- **Assigned task**
Your answer should repeat every line of the records below in which the word "lines" appears.

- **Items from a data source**

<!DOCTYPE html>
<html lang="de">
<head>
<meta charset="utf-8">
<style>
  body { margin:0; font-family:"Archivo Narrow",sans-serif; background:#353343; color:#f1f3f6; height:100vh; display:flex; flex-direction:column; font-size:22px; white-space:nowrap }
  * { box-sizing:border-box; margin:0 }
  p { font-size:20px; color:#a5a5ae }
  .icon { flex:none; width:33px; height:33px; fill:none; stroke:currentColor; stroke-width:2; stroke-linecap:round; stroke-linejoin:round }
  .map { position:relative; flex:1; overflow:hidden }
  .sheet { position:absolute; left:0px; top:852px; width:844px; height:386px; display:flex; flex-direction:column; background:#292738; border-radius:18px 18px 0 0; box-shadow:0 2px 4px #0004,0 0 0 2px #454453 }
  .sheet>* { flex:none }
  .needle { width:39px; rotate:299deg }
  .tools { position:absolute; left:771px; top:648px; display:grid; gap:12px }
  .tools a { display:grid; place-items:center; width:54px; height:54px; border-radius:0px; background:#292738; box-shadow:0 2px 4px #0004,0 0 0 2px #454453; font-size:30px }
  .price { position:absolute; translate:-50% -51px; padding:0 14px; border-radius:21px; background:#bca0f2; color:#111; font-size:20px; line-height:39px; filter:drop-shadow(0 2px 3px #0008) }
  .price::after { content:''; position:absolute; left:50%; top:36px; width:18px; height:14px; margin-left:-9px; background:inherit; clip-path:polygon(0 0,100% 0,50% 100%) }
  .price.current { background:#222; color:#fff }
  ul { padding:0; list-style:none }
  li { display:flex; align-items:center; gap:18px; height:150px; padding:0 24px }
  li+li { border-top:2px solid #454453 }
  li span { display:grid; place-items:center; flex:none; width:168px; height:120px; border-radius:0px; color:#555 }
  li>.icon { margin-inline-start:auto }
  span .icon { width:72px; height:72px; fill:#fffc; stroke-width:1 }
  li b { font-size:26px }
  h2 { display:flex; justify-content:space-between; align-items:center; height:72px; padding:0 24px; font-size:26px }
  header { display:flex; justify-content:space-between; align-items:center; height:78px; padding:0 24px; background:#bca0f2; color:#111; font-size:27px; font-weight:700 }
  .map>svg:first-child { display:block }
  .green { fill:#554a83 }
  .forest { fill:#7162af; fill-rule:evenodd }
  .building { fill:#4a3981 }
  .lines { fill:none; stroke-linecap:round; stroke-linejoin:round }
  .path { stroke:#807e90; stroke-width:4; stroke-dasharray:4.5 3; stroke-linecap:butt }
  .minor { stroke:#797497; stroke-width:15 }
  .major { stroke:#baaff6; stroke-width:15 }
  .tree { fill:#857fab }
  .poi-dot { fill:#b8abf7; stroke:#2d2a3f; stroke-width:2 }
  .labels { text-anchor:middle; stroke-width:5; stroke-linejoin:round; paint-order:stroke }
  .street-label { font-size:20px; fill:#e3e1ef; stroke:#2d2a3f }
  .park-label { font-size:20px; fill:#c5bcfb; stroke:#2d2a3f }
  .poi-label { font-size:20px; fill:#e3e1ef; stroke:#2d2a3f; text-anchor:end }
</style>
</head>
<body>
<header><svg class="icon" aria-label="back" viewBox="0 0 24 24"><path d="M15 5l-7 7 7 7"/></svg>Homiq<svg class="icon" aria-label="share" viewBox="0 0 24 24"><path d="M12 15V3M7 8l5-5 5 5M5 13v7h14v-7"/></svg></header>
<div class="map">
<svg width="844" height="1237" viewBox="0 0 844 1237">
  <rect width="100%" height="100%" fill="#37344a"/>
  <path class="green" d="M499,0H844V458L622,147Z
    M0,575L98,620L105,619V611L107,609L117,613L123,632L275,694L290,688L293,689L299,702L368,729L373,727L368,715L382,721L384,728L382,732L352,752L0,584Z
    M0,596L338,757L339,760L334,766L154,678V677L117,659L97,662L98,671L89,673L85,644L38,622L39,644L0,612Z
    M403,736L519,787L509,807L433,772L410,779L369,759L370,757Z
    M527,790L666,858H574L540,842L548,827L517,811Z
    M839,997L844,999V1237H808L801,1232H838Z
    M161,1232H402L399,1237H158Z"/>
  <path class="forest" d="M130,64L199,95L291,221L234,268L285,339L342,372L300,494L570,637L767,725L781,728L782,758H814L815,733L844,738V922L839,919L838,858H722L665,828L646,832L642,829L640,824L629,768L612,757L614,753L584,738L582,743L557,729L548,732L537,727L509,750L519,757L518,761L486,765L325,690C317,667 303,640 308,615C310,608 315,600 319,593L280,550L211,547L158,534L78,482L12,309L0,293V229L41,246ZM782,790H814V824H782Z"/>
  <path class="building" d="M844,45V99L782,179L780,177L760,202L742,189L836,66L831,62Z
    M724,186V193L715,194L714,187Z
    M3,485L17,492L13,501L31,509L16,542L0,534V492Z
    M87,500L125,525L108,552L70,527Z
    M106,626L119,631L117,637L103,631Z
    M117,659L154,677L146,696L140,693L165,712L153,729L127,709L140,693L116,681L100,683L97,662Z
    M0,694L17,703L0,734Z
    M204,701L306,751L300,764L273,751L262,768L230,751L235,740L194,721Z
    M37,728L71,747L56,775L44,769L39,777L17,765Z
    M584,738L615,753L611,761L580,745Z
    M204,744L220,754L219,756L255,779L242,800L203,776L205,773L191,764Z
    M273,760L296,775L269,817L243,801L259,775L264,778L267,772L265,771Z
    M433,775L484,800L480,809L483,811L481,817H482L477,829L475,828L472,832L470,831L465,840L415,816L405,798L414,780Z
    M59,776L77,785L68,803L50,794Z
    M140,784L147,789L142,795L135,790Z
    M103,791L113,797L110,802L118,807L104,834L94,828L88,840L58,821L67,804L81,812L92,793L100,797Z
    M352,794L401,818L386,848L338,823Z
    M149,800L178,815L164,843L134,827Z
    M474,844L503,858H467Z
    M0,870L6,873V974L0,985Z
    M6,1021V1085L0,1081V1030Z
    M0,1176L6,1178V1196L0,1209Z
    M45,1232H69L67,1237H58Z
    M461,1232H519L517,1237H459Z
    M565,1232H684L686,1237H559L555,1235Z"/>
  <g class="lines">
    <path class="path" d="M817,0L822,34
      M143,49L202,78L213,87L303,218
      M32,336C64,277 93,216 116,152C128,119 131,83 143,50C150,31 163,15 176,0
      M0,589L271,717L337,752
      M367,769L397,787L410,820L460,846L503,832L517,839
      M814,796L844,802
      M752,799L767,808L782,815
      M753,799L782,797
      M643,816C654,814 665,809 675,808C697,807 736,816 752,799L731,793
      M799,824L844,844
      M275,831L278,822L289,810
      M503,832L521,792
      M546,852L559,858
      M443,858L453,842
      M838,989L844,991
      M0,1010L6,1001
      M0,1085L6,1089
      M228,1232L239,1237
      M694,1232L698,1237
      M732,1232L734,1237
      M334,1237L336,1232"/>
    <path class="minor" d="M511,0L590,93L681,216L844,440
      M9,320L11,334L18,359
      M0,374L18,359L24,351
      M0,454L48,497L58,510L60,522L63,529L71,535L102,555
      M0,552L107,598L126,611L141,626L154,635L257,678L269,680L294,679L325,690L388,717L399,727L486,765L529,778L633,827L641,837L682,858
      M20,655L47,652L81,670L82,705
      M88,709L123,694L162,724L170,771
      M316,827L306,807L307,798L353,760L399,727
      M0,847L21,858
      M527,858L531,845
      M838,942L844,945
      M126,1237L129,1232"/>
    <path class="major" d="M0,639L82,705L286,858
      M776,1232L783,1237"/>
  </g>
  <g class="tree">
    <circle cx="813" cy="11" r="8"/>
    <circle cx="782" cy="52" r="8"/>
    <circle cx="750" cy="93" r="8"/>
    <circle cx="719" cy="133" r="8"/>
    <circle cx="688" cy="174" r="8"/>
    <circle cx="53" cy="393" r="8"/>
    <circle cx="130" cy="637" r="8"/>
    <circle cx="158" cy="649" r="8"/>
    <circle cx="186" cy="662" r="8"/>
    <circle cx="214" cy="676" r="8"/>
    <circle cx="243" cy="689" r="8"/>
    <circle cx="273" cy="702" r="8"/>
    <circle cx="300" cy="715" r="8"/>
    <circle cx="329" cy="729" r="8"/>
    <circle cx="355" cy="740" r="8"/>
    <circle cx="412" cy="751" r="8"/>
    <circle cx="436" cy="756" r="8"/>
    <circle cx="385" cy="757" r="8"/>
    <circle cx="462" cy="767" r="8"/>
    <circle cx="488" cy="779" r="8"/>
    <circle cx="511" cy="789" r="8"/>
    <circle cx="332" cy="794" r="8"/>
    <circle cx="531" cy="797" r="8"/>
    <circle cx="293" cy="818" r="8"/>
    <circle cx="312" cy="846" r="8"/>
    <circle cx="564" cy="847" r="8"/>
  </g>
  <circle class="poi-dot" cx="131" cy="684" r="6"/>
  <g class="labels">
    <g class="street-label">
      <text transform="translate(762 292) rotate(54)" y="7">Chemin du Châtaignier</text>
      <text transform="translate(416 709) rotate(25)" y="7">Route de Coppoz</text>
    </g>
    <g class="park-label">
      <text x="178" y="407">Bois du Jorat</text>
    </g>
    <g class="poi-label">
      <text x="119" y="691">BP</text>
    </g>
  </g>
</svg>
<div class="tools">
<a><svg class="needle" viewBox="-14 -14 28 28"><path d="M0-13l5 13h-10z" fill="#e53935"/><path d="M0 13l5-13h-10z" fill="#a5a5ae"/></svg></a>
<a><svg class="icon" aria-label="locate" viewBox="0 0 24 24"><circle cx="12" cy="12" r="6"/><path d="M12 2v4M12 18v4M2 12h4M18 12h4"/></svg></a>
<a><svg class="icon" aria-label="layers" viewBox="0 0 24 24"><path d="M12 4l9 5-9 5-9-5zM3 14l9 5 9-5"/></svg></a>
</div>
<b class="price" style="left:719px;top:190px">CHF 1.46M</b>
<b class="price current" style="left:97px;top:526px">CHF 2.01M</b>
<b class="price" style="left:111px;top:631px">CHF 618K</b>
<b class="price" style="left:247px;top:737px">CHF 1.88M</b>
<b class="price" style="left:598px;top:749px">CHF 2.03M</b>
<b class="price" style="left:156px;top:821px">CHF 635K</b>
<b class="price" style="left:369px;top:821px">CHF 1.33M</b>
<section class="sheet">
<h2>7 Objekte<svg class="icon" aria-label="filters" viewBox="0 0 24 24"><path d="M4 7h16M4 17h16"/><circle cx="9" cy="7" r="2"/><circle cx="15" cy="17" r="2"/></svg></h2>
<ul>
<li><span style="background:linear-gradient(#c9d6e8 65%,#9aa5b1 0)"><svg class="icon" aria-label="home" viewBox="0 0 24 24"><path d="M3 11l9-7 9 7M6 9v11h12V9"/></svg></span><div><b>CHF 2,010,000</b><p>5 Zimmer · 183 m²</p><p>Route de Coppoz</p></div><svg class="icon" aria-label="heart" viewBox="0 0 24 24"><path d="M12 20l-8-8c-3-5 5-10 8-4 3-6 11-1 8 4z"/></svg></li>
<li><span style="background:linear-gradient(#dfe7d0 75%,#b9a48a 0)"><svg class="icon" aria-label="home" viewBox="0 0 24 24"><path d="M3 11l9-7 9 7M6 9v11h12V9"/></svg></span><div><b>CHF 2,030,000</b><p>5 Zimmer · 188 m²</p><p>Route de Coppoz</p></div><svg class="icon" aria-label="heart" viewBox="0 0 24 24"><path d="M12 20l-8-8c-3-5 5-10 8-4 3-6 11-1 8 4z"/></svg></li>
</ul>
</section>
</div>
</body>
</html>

- **Solution for this exercise**
  .lines { fill:none; stroke-linecap:round; stroke-linejoin:round }
  <g class="lines">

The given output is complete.